Zellentür aus dem Nibelungenwerk in St. Valentin, 1940–1945
Holz, Metall, 163,5 x 198,5 cm
Geschichtliches Museum der Stadt St. Valentin
Bereits seit 1964 gab es in St. Valentin am Hauptplatz im Keller der Volksschule ein Heimatmuseum. Das Museum in seiner heutigen Form wurde im Juni 1993 in den Räumlichkeiten eines großen Vierkanthofes auf dem Hauptplatz eröffnet. Die erste Erweiterung des Museums erfolgte bereits gegen Ende der 1990er-Jahre, wo ein Teil des ehemaligen Schweine- und des Kuhstalls adaptiert wurde. Als Übergang vom Museum in die erweiterten Räume wurde eine Tür gebraucht.

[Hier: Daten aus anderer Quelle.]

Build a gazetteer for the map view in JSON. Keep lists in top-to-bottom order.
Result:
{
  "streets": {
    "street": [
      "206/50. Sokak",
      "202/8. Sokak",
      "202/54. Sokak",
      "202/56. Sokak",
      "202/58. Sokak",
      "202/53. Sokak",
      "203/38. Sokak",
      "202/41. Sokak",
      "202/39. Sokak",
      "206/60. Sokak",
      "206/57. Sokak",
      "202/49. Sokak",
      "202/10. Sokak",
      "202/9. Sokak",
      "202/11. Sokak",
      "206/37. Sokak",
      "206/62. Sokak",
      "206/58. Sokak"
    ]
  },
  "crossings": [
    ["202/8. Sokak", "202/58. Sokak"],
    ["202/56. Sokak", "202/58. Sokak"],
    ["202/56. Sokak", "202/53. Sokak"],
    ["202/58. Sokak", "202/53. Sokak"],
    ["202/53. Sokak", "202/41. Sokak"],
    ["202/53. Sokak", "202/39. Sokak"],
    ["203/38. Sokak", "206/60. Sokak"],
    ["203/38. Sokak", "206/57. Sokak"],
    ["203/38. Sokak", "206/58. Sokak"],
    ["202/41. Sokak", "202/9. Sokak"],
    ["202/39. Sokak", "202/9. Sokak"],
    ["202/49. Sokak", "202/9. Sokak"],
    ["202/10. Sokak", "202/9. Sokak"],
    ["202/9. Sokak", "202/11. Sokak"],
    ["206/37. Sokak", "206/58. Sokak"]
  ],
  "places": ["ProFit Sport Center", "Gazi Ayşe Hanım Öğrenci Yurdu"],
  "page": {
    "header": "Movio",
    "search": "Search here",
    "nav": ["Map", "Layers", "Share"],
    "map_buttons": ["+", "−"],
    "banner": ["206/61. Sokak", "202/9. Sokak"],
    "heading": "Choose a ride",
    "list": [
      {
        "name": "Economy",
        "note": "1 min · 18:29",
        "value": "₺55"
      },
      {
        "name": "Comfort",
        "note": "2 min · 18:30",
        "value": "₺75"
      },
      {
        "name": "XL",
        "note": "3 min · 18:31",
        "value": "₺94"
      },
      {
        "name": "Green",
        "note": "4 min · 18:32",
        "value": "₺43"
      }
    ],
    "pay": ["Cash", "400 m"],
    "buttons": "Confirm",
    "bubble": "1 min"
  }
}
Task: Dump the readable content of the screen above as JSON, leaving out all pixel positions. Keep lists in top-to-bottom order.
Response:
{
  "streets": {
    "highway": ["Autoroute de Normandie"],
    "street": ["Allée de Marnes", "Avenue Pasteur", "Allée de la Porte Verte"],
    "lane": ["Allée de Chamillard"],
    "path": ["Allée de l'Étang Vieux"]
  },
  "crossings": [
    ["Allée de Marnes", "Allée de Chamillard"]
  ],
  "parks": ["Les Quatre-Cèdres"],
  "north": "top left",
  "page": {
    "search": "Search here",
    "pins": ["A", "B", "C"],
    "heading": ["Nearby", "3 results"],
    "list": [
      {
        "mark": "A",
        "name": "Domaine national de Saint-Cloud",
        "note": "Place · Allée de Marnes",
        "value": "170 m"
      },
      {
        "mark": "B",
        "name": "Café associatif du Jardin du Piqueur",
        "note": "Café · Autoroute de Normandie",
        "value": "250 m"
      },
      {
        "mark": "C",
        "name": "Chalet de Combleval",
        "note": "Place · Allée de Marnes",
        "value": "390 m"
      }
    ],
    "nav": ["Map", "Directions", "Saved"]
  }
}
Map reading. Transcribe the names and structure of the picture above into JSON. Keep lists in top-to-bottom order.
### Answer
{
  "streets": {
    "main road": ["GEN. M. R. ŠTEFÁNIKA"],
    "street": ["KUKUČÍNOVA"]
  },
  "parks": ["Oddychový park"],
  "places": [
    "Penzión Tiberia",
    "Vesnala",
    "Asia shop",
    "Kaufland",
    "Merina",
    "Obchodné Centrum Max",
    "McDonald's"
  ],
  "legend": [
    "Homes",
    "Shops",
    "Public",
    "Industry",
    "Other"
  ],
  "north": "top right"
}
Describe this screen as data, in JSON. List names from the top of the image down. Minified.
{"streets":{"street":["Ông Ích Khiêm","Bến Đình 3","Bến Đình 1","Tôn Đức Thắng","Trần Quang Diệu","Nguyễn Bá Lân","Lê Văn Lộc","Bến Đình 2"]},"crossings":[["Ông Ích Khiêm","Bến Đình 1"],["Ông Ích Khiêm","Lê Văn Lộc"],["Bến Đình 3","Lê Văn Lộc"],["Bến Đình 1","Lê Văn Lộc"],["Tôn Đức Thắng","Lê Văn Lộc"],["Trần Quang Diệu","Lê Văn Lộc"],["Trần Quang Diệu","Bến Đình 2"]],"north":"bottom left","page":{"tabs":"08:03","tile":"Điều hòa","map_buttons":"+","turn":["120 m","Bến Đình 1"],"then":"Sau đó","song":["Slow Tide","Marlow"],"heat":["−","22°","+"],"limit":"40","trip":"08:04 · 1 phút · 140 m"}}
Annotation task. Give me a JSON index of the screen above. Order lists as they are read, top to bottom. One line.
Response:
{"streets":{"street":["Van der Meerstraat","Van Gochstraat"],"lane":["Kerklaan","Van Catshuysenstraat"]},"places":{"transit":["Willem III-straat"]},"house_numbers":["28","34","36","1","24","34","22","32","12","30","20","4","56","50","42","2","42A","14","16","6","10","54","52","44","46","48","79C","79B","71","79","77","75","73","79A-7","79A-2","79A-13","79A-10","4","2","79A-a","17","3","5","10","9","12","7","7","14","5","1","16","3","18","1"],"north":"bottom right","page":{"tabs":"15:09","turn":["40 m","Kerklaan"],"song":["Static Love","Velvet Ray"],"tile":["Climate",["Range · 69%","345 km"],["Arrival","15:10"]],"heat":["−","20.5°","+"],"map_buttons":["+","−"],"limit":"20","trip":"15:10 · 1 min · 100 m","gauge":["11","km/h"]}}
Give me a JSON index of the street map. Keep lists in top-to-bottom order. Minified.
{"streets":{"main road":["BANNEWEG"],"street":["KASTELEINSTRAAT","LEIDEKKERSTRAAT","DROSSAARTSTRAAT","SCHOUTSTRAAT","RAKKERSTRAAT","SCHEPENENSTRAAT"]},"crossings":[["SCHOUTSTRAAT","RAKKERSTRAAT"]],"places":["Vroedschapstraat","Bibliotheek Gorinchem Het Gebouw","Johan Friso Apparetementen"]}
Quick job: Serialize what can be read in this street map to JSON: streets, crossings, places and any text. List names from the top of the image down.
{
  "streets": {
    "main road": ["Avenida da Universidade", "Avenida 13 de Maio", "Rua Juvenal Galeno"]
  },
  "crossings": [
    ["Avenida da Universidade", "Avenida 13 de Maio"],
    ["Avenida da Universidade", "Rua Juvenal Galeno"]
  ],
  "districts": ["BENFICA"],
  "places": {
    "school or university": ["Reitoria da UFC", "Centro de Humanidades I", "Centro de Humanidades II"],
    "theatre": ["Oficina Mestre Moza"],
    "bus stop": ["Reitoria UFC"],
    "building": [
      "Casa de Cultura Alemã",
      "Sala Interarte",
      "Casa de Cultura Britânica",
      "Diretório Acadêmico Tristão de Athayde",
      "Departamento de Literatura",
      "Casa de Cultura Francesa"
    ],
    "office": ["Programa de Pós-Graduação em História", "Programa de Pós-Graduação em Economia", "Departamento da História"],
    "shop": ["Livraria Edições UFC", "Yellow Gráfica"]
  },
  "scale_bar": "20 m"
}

Einer der vielen ehrenamtlichen Helfer*innen, die den Betrieb des Museums aufrechterhalten, ein ehemaliger Beschäftigter des Nibelungenwerkes (Ni-Werk), berichtete Ende der 1990er-Jahre vom Ausbau einer Zellentür im Ni-Werk. Selbstverständlich versuchte das Heimatmuseum, diese Tür zu bekommen. Die Tür wurde schließlich eingebaut, ohne dass das Museumsteam die Provenienz der Tür weiter überprüfte.
Woher diese Zellentür war, konnte nicht genau nachvollzogen werden, erzählt wurde jedoch, dass die Tür von einer der wenigen Gefängniszellen im Nibelungenwerk stammen solle. Dort wurden angeblich Zwangsarbeiter*innen, denen unterstellt wurde, nicht gut zu arbeiteten oder sich kleine Vergehen zu Schulden kommen ließen, tageweise eingesperrt. Interessant sind die verschiedenen Inschriften, die in die Tür geritzt beziehungsweise auf die Tür geschrieben wurden, viele französische und russische Wörter, aber auch Zeichnungen sind darunter zu finden.
Mittlerweile weiß man mehr über die Geschichte des Nibelungenwerkes, das am 19. September 1939 unter dem Codenamen OKH Spielwarenfabrik gegründet wurde. Von seiner Gründung bis zum Ende des Zweiten Weltkrieges befand sich im Nibelungenwerk die größte Panzerfabrik des Deutschen Reiches. In neun großen Hallen wurde Tag und Nacht gearbeitet. Kriegsbedingt konnten bald nicht mehr genug Arbeitskräfte rekrutiert werden, weshalb im August 1944 erstmals Häftlinge aus dem nahe gelegenen KZ Mauthausen zur Arbeit mit der Bahn ins Nibelungenwerk gebracht wurden. Schließlich mussten die KZ-Häftlinge für ihre eigene Unterbringung Holzbaracken errichten, sodass bis zu 1.480 Häftlingen ständig im Nibelungenwerk blieben. Dabei handelte es sich in erster Linie um polnische und ungarische Juden. Nach ihrer Schicht mussten sie auch noch die Baracken reinigen oder sie wurden zum Bau des Luftschutzbunkers eingeteilt.
Da hauptsächlich französische und russische Inschriften zu finden sind, ist das ein Beleg dafür, dass die Tür auch vor der Einrichtung des KZ-Lagers im Zwangsarbeiter*innenlager genutzt wurde.